6) Proto-IE lacked consonantal diphthongs (affricates) of the type which are represented in Polish spelling by the graphemes or groups of graphemes c, dz, cz, dż, ć, dź; in Polish these arose historically from back or front phonemes which became centralized or “softened” under the influence of the adjacent palatal phonemes i, e . . ., j. . . .
7) Proto-IE also lacked the palatal consonants ć, dź, ś, ź, ń . . . , p’, m’, w’ ..., k’, g’, ch’, which are found in modern Polish. Palatal j was the vowel i in its nonsyllabic function, and not an independent consonant.
The proto-IE vowels, or open syllabic phonemes are assumed to have carried:
1) the distinction between simple vowels (a, o, e, u, i) and vocalic diphthongs (au, ai, ou, oi, eu, ei ...);
2) the distinction between short (a, o, e, u, i ...) and long vowels (ā, ō, ē, ū, ī);
3) three different positions of narrowing of the oral cavity: labial, combined with a back articulation (o, u), back (a, ə), and palatal (e, i);
4) two degrees of narrowing: medium and extreme, pertaining to the labial vowels (o, u), and the palatal (e, i), and back vowels (a - ə [narrow a]);
5) supplementary back narrowing of the labial vowels (o, u) and the absence of labial narrowing of the palatal vowels (in other words, the absence of the kind of phonemes known to modern German and French, where they are rendered by the graphic symbols ö, ü, eu and eu, u respectively).

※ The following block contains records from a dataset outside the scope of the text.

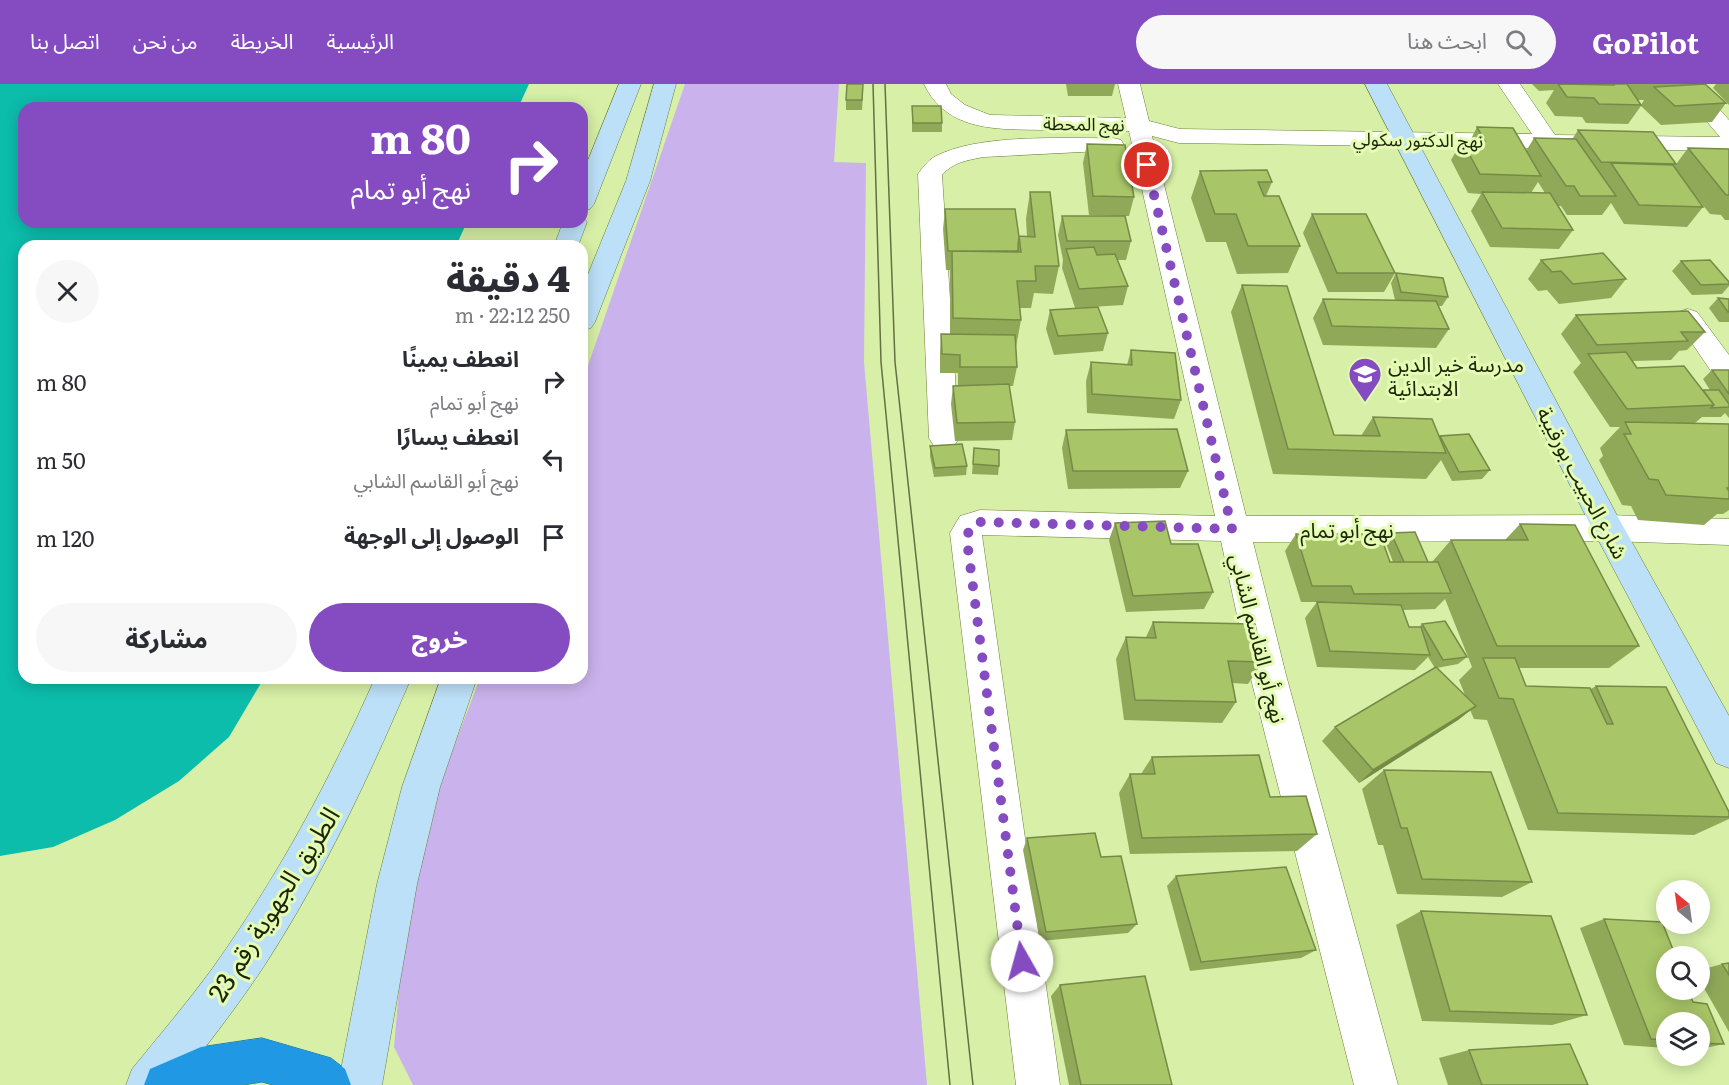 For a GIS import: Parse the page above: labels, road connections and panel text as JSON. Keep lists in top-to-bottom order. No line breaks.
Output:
{"streets":{"main road":["شارع الحبيب بورقيبة","الطريق الجهوية رقم 23"],"street":["نهج المحطة","نهج الدكتور سكولي","نهج أبو تمام","نهج أبو القاسم الشابي"]},"crossings":[["نهج المحطة","نهج الدكتور سكولي"],["نهج المحطة","نهج أبو القاسم الشابي"],["نهج الدكتور سكولي","شارع الحبيب بورقيبة"],["شارع الحبيب بورقيبة","نهج أبو تمام"],["نهج أبو تمام","نهج أبو القاسم الشابي"]],"places":{"school or university":["مدرسة خير الدين الابتدائية"]},"north":"top left","page":{"header":"GoPilot","search":"ابحث هنا","nav":["الرئيسية","الخريطة","من نحن","اتصل بنا"],"turn":["80 m","نهج أبو تمام"],"heading":["4 دقيقة","250 m · 22:12"],"list":[{"name":"انعطف يمينًا","note":"نهج أبو تمام","value":"80 m"},{"name":"انعطف يسارًا","note":"نهج أبو القاسم الشابي","value":"50 m"},{"name":"الوصول إلى الوجهة","value":"120 m"}],"buttons":["خروج","مشاركة"]}} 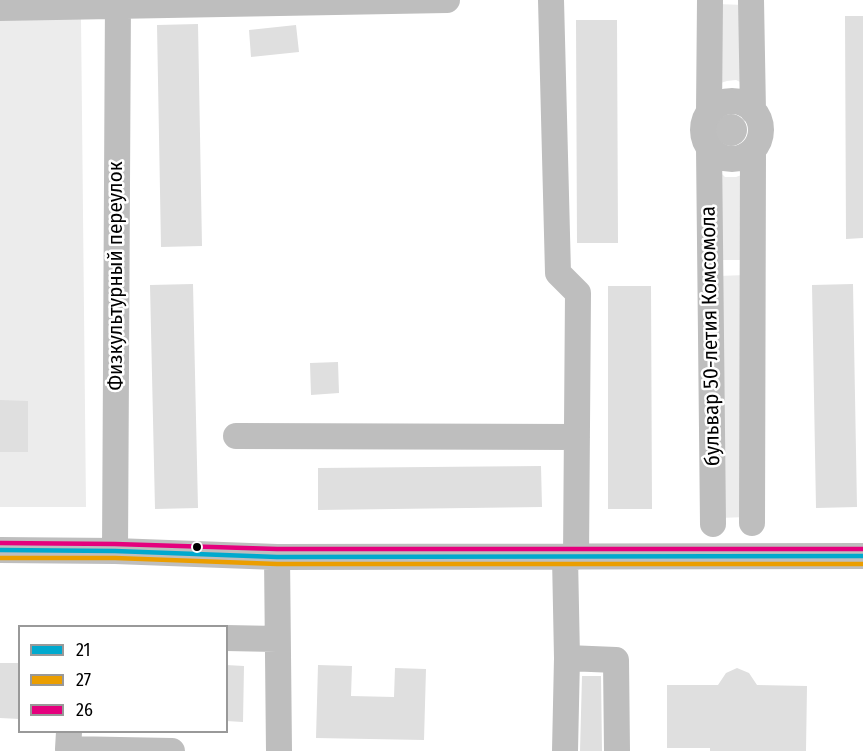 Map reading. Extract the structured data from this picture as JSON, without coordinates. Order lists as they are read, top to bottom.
{
  "streets": {
    "street": ["Физкультурный переулок", "бульвар 50-летия Комсомола"]
  },
  "lines": ["transit line 26", "transit line 21", "transit line 27"],
  "legend": ["21", "27", "26"]
} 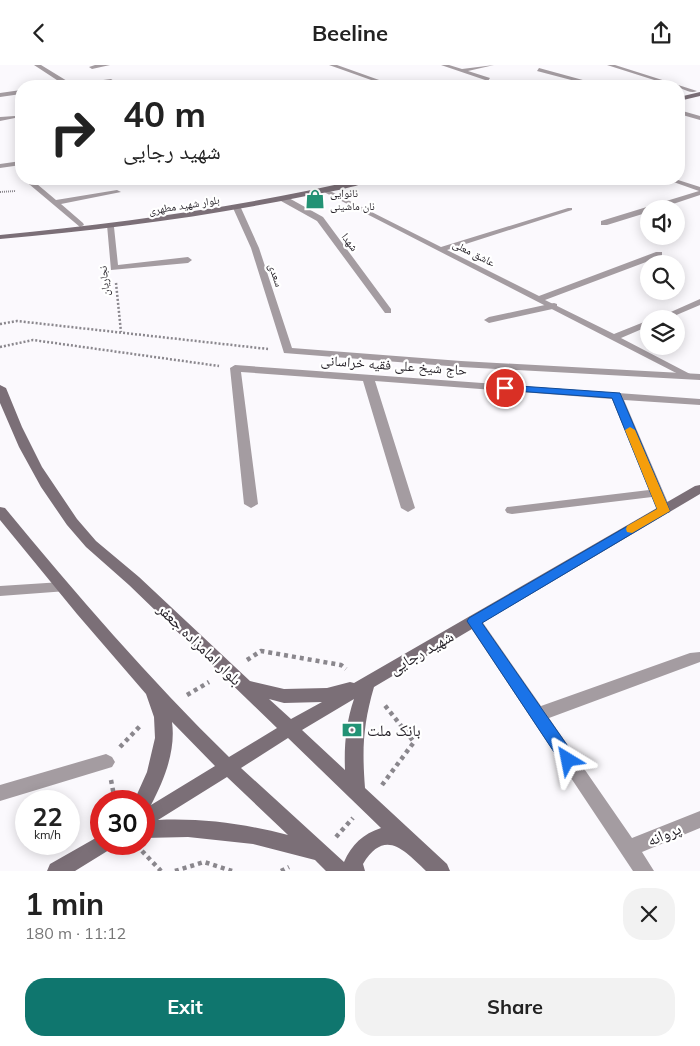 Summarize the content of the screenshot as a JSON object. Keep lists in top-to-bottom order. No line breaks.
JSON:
{"streets":{"main road":["بلوار شهید مطهری","بلوار امامزاده جعفر","شهید رجایی"],"street":["شهدا","سعدی","نجاریان","حاج شیخ علی فقیه خراسانی","پروانه"],"lane":["عاشق معلی"]},"crossings":[["بلوار شهید مطهری","شهدا"],["بلوار شهید مطهری","عاشق معلی"],["بلوار شهید مطهری","سعدی"],["بلوار شهید مطهری","نجاریان"],["عاشق معلی","حاج شیخ علی فقیه خراسانی"],["سعدی","حاج شیخ علی فقیه خراسانی"],["بلوار امامزاده جعفر","شهید رجایی"]],"places":{"shop":["نانوایی نان ماشینی"],"bank":["بانک ملت"]},"page":{"header":"Beeline","turn":["40 m","شهید رجایی"],"speed":"22 km/h","limit":"30","heading":["1 min","180 m · 11:12"],"buttons":["Exit","Share"]}}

6) the absence of nasal vowels.
The sonants or syllabic “liquids” (r, l) and nasals (n, m) may be assumed to have been distinguished by:
1) palatal narrowing (the “soft” syllabic r’, l’, n’, m’) and its absence (“hard” syllabic r, l, n, m);
2) by shortness (short syllabic r, l, n, m of both the “soft” and “hard” varieties) and length (also of both types).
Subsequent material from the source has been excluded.